(Exercise objective):
Copy out each line of the data below in which "cdbaae" appears.

(Extracted records):
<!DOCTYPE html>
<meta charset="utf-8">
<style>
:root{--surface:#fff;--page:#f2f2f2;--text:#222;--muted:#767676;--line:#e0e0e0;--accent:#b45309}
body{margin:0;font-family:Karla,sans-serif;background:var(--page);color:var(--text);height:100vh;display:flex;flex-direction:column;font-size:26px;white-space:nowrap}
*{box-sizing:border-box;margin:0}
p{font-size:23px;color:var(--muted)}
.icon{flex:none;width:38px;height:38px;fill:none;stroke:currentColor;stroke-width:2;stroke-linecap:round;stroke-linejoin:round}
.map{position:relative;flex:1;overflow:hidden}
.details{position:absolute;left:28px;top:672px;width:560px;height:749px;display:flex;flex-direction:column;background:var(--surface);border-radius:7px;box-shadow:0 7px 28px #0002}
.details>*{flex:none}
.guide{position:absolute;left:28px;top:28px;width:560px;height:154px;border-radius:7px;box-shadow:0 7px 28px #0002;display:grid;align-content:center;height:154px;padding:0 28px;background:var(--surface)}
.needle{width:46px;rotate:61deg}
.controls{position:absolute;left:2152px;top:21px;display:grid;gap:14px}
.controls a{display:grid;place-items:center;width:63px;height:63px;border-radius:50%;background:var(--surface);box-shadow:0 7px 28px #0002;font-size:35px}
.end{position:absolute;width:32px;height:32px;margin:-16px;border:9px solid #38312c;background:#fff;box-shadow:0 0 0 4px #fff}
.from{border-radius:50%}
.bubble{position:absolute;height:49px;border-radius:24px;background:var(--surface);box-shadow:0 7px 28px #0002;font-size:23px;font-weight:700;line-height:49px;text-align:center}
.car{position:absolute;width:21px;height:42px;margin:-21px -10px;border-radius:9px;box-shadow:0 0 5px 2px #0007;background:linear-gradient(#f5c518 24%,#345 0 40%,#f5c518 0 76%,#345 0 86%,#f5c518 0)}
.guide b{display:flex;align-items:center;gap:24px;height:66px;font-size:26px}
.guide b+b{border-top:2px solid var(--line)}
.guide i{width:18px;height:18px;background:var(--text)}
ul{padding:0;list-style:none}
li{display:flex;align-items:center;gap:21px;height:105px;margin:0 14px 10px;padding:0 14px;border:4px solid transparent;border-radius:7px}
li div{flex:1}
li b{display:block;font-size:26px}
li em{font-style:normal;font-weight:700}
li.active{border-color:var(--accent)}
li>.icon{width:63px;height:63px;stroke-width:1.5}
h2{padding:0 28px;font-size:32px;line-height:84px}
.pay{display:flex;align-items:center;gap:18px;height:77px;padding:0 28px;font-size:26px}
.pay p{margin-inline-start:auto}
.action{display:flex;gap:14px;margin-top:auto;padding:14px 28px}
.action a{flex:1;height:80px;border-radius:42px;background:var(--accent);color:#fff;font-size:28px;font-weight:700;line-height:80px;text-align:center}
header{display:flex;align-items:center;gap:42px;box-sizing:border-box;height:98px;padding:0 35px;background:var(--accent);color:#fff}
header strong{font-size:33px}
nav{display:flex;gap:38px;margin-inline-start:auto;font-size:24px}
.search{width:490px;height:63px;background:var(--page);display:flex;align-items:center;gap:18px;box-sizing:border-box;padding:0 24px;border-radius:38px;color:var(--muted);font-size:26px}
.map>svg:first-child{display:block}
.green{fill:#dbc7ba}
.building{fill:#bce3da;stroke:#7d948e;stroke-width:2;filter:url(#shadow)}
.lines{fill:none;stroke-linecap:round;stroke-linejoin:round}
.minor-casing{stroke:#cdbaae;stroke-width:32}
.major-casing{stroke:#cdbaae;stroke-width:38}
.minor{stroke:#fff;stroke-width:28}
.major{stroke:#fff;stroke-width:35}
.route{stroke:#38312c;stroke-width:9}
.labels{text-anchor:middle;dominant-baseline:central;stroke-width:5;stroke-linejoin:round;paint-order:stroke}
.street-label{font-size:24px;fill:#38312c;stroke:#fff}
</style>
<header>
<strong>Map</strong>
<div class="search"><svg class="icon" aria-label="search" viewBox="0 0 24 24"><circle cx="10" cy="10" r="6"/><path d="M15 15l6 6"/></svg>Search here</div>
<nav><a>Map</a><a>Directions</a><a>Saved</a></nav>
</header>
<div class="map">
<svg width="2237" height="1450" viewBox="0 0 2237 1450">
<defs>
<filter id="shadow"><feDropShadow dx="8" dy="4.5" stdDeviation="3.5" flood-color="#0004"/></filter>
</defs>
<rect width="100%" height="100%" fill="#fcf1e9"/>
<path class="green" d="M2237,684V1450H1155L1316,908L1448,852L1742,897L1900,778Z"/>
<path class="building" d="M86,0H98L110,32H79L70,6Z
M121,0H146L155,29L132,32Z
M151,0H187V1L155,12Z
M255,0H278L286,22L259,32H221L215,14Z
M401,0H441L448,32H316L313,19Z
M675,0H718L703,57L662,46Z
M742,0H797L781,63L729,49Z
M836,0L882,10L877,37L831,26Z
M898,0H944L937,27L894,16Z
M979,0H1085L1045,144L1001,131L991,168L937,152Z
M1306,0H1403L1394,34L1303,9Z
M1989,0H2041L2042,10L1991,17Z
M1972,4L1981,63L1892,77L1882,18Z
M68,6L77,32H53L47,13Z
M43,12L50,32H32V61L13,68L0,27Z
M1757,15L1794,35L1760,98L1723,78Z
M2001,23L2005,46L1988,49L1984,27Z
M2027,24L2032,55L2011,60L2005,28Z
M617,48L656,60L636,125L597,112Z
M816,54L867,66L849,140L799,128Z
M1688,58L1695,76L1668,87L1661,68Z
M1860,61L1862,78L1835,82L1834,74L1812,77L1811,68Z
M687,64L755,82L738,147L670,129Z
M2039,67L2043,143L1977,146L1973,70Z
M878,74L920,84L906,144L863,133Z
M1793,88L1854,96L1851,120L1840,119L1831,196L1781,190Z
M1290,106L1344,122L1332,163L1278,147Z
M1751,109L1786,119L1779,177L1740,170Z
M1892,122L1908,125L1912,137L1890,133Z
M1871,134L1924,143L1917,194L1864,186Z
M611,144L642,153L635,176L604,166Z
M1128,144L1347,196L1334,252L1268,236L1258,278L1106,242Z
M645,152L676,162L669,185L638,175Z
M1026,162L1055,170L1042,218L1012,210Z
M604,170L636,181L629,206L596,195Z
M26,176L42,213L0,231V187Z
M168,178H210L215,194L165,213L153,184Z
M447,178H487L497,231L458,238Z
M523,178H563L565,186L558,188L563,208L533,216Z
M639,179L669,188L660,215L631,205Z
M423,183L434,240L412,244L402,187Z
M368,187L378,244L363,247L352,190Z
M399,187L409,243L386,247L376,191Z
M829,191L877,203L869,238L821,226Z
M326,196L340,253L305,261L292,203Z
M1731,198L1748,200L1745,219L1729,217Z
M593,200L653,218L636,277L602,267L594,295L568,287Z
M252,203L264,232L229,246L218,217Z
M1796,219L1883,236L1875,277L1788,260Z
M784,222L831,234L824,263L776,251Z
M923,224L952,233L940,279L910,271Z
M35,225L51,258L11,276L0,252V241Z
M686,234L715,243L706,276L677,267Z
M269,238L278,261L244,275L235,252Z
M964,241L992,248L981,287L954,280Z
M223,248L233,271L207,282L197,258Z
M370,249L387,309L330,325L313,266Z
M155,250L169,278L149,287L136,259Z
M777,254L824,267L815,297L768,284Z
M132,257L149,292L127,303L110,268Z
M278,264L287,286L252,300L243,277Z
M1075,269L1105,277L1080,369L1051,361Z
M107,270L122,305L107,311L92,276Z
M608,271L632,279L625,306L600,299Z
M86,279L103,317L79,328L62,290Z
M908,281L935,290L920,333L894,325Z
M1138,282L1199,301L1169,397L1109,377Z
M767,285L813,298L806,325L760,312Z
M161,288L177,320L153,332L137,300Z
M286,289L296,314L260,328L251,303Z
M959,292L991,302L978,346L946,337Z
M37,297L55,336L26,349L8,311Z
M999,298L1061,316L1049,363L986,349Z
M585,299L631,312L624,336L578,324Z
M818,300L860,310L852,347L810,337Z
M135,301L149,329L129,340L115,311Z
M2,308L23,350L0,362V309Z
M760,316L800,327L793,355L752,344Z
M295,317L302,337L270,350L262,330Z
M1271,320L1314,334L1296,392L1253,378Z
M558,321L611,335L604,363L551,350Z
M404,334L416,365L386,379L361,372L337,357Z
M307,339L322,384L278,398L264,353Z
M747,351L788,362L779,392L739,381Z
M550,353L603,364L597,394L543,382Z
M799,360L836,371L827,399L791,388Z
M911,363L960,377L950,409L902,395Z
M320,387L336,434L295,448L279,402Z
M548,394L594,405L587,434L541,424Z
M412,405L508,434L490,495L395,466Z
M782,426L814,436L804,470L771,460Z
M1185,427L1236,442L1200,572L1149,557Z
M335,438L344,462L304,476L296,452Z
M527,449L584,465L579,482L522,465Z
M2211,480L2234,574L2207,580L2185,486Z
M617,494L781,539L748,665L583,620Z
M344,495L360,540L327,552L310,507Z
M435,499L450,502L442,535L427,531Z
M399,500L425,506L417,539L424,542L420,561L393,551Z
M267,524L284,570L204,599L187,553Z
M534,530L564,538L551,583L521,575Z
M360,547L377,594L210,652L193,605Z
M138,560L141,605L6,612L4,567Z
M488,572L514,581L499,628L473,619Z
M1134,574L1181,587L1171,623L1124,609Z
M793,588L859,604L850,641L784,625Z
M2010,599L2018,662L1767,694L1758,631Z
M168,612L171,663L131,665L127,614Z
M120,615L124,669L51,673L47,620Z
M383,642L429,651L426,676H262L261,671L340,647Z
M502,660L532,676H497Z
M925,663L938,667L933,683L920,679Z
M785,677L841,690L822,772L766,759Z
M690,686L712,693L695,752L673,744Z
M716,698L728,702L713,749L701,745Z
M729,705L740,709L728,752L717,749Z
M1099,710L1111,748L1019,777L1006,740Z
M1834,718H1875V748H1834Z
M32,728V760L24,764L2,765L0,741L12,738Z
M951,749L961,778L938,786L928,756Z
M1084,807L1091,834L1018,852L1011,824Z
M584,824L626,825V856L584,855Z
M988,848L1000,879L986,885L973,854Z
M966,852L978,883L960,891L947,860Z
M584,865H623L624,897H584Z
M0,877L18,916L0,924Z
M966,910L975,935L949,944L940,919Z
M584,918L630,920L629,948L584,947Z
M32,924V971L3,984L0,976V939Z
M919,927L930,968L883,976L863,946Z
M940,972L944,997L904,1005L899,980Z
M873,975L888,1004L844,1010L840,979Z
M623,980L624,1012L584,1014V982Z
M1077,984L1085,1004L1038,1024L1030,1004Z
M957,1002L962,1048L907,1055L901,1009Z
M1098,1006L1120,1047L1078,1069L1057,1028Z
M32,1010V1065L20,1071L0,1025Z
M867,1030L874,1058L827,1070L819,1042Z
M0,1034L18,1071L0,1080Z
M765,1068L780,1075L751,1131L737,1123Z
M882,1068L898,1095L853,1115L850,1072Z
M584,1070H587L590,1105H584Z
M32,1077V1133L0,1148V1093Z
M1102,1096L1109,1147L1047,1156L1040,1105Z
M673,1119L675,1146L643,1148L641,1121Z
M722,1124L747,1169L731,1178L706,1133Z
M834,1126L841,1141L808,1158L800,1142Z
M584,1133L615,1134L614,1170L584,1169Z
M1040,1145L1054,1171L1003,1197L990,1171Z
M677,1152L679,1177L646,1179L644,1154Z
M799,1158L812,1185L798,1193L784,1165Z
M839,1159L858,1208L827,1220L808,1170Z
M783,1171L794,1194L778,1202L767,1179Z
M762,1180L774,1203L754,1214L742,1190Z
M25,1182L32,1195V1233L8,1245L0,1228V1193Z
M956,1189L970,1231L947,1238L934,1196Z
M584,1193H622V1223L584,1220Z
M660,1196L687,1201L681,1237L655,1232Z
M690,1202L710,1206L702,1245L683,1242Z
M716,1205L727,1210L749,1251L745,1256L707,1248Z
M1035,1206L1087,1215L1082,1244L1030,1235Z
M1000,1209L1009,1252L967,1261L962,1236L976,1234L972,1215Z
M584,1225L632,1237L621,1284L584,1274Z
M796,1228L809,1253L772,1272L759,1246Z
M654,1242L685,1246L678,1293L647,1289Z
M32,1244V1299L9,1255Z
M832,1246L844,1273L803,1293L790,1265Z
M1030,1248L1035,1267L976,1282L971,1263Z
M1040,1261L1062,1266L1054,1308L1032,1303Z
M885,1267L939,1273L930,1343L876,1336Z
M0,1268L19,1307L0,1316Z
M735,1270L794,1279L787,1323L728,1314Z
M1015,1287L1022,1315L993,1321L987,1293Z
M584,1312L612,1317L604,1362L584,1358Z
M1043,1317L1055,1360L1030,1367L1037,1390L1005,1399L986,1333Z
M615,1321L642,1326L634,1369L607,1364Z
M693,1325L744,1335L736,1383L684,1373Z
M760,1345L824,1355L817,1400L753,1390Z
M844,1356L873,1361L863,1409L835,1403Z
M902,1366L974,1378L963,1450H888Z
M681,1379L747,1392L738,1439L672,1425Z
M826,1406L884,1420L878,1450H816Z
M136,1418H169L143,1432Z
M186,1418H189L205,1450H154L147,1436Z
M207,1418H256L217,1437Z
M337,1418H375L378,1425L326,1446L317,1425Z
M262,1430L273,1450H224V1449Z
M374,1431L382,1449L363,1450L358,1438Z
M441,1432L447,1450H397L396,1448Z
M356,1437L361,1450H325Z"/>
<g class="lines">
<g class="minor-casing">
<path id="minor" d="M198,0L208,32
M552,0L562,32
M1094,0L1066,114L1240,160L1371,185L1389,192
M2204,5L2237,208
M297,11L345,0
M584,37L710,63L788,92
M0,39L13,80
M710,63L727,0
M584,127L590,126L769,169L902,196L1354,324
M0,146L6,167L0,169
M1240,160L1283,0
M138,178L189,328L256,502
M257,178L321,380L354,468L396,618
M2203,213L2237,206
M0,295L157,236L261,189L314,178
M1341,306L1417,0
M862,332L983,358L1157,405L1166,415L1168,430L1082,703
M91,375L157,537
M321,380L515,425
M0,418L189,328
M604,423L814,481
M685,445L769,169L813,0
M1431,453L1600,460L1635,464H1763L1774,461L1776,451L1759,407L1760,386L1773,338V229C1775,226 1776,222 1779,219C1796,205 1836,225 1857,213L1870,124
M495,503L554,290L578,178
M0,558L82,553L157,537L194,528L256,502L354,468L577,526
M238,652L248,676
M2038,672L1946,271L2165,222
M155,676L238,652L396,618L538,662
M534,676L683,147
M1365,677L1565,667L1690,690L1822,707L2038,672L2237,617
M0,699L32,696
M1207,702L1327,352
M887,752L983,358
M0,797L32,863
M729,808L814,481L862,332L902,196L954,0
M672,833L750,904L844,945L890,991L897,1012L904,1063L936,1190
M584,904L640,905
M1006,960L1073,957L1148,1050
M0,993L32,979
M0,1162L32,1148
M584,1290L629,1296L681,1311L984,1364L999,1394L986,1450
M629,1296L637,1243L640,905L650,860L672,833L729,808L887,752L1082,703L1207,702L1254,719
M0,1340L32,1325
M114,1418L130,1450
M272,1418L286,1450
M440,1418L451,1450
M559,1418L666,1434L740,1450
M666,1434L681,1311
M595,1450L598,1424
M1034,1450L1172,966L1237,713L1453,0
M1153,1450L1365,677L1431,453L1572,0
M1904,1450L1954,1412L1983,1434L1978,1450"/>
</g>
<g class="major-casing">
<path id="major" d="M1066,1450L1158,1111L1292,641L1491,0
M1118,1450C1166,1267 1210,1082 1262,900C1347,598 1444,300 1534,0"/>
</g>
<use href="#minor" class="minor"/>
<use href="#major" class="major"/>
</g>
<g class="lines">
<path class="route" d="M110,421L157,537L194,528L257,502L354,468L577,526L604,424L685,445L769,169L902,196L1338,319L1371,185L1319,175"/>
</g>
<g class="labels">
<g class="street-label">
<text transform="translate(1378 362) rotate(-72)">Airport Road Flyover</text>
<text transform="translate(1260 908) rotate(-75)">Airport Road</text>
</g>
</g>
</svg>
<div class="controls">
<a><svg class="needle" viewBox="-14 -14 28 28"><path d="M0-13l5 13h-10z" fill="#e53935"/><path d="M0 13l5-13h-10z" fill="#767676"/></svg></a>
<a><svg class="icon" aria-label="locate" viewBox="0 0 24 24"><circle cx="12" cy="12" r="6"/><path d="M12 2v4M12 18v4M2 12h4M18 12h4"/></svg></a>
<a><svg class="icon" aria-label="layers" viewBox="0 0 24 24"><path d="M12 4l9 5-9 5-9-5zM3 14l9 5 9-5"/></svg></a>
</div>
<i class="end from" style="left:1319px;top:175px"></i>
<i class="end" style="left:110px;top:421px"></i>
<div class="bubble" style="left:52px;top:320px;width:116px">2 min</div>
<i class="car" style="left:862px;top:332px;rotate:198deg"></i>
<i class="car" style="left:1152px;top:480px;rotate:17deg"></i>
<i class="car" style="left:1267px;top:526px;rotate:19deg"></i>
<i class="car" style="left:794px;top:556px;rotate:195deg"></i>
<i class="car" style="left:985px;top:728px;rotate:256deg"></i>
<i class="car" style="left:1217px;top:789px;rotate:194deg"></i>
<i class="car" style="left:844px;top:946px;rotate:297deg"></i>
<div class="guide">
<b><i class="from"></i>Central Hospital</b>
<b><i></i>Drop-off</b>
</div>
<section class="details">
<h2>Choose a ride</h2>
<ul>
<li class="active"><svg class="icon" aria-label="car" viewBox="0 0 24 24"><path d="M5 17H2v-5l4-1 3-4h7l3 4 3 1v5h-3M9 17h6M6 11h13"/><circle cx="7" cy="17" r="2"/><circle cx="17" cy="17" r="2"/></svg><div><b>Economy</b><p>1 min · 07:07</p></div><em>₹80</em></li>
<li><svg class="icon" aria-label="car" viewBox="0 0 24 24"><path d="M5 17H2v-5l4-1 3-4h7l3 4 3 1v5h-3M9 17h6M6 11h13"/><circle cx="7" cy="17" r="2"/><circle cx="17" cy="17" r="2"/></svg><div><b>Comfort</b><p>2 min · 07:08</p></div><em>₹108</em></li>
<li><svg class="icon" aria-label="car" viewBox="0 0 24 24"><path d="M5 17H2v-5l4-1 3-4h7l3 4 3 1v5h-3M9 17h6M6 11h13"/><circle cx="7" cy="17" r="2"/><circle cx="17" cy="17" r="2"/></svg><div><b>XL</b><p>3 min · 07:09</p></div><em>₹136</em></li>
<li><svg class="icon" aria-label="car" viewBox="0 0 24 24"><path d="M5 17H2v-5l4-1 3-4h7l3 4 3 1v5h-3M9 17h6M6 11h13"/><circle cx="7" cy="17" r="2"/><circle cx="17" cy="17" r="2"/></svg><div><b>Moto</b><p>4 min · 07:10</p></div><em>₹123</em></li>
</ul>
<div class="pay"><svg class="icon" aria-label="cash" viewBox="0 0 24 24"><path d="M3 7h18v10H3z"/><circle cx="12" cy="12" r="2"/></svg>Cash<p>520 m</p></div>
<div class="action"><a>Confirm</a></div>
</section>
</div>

(Exercise solution):
.minor-casing{stroke:#cdbaae;stroke-width:32}
.major-casing{stroke:#cdbaae;stroke-width:38}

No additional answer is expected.